TASK REQUIREMENTS
For the word "position", work out how many lines in the records below contain it and state that count alone.

DATA FOR THE TASK
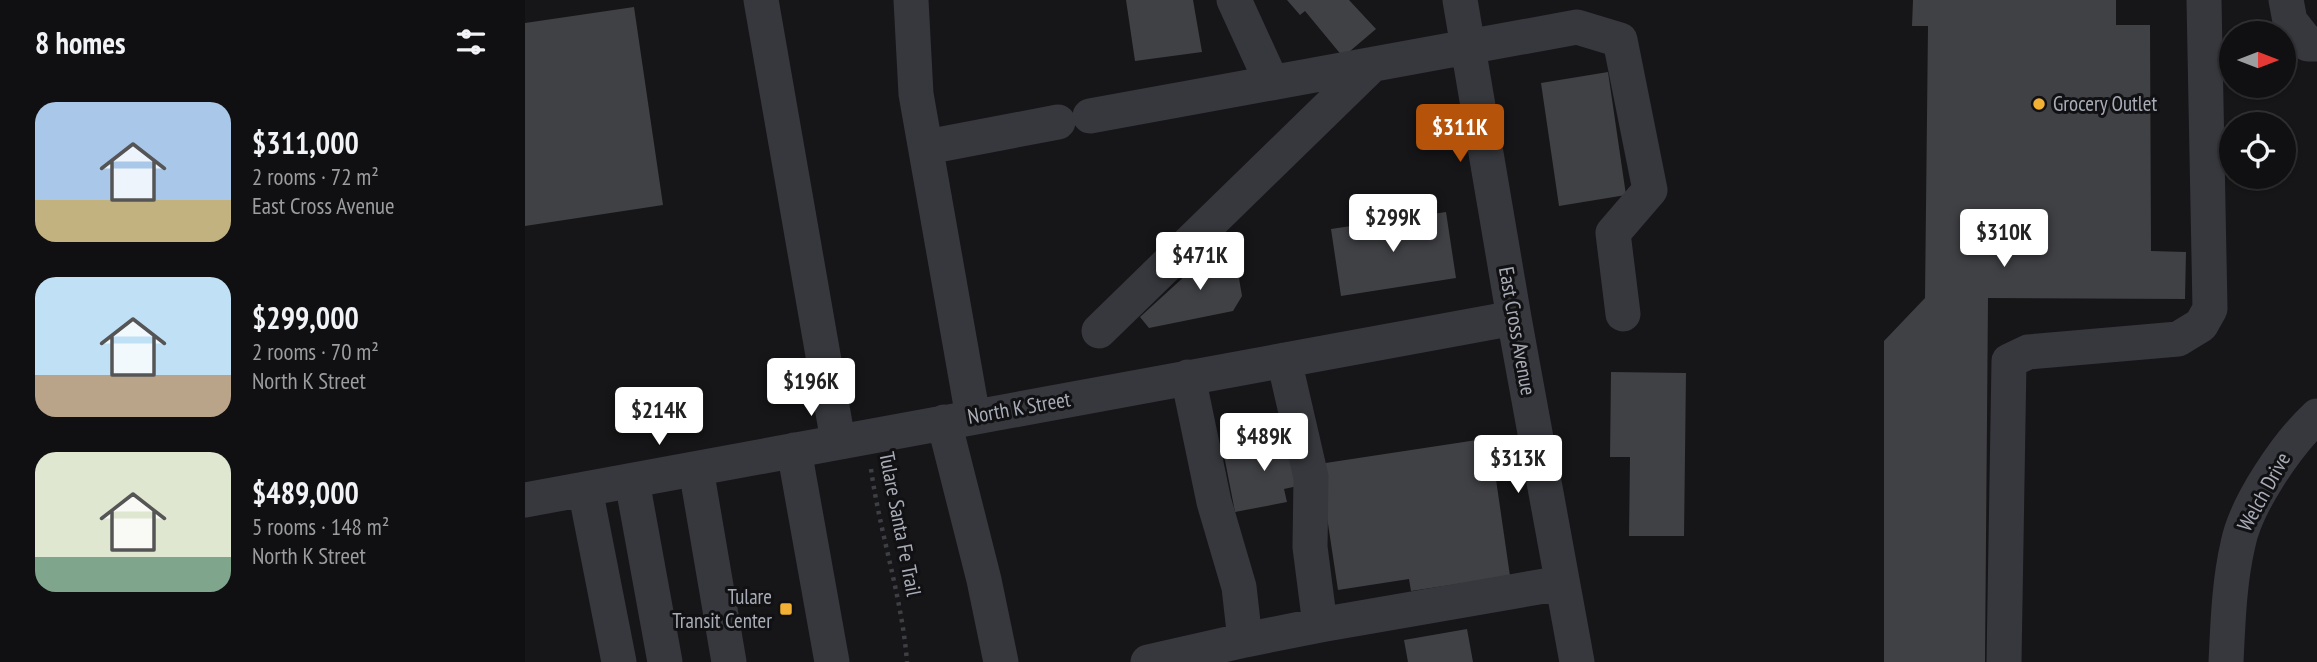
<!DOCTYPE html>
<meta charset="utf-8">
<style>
:root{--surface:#101012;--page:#1e1e20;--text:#f1f3f6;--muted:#9c9d9f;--line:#303032;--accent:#b45309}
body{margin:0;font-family:"PT Sans Narrow",sans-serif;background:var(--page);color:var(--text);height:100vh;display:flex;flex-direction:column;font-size:26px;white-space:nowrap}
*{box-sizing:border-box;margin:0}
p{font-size:23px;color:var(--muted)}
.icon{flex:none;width:38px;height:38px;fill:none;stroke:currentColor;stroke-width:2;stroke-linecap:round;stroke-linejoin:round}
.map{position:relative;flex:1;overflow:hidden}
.side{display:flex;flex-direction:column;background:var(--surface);width:525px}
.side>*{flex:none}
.needle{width:46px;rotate:90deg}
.fabs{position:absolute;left:1694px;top:21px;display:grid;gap:14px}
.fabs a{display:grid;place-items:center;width:77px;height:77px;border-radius:50%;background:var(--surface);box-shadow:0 2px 5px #0004,0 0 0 2px var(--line);font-size:35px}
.price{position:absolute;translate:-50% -60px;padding:0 16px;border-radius:7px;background:#fff;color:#222;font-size:23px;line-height:46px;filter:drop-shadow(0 2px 4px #0008)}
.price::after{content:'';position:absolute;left:50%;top:42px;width:21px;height:16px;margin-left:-10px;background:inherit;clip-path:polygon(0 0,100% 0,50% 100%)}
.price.selected{background:var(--accent);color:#fff}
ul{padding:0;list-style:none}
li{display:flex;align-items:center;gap:21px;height:175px;padding:0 35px}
li span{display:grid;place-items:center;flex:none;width:196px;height:140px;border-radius:21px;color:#555}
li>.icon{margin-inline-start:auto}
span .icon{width:84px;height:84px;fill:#fffc;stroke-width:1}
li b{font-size:30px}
h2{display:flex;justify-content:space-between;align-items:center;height:84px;padding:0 35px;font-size:30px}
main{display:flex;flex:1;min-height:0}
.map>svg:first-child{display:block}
.building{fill:#404145}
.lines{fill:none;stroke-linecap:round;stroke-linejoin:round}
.path{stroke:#3d3f44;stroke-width:4.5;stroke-dasharray:3.5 5;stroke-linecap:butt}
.minor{stroke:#37383d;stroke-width:35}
.poi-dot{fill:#f2b134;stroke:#111113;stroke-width:2.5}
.labels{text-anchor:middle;stroke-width:6;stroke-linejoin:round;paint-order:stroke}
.poi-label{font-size:21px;fill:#a8adb8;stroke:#111113;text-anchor:start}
.street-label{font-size:21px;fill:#a8adb8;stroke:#111113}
</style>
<main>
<section class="side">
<h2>8 homes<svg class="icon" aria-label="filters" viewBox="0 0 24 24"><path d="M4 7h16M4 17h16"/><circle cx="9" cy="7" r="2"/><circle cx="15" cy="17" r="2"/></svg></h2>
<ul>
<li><span style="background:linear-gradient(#a9c7e8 70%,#c2b280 0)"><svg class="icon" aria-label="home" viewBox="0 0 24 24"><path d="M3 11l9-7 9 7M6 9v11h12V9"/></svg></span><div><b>$311,000</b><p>2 rooms · 72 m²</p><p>East Cross Avenue</p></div></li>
<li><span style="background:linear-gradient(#bfe0f5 70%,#b9a48a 0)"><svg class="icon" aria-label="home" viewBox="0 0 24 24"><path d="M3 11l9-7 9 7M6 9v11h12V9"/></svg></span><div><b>$299,000</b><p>2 rooms · 70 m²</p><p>North K Street</p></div></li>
<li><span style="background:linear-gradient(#dfe7d0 75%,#7fa58c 0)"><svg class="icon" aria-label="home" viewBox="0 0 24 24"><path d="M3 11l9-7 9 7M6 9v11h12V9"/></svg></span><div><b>$489,000</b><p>5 rooms · 148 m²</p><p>North K Street</p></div></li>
</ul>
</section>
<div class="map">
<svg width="1792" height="662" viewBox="0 0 1792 662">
<rect width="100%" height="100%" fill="#161618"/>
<!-- building -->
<path class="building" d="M601,0H668L677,52L610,61Z
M762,0H824L851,29L818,57L780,11L775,15Z
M1388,0H1591V25H1625L1626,251L1661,252L1660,299L1463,298L1460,662H1359V341L1400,298L1403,26H1387Z
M109,7L138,205L0,226V23Z
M1083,72L1101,195L1034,206L1016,83Z
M921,212L931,278L816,296L806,229Z
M695,244L710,255L717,296L708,311L624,328L615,317Z
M1086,372L1161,373L1159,536H1104L1105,457H1085Z
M965,438L985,576L886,591L884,579L813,590L794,464Z
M757,439L758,446L774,442L782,484L759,489L762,502L710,512L698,450Z
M942,629L948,662H883L879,640Z"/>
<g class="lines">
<!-- path -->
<path class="path" d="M346,469C355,534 377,597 382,662"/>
<!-- minor -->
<path class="minor" d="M236,0L313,441
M386,0L391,94L448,417
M709,0L747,83
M935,0L989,318L1052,662
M1761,0L1765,21L1783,44H1792
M565,116L1052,27L1095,40L1125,190L1088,233L1098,314
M402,147L533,122
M574,331L847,65
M419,422L459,580L476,662
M269,450L307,662
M171,469L204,662
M107,481L140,662
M60,489L94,662
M0,500L989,318
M795,625L1037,583
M720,640L795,625L785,547L786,477L759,360
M623,662L720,640L714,587L689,502L663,377
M1479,662L1484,361L1503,352L1653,339L1676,325L1685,309L1679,0
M1701,662C1703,622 1704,583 1713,544C1721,504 1762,444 1792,416"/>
</g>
<!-- markers -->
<g class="poi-dot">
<circle cx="1514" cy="104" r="7"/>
<rect x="254" y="602" width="14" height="14" rx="3.5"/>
</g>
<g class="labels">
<!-- poi labels -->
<g class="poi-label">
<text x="1528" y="111">Grocery Outlet</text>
<text x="247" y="604" text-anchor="end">Tulare<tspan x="247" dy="24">Transit Center</tspan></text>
</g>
<!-- street labels -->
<g class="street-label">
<text transform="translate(992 331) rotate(80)" y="7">East Cross Avenue</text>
<text transform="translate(494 408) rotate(-10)" y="7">North K Street</text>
<text transform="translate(1739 492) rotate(-61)" y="7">Welch Drive</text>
<text transform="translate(375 524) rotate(79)" y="7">Tulare Santa Fe Trail</text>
</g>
</g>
</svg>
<div class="fabs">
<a><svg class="needle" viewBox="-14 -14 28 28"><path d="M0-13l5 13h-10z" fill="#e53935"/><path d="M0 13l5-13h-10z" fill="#9c9d9f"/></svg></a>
<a><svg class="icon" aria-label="locate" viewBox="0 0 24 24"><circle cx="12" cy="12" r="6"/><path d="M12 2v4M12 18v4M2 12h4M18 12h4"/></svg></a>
</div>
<b class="price selected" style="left:935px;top:164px">$311K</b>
<b class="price" style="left:868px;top:254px">$299K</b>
<b class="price" style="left:1479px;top:269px">$310K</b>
<b class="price" style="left:675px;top:292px">$471K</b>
<b class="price" style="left:286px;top:418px">$196K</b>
<b class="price" style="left:134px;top:447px">$214K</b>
<b class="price" style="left:739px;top:473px">$489K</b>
<b class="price" style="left:993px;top:495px">$313K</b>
</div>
</main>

OUTPUT OF THE EXERCISE
4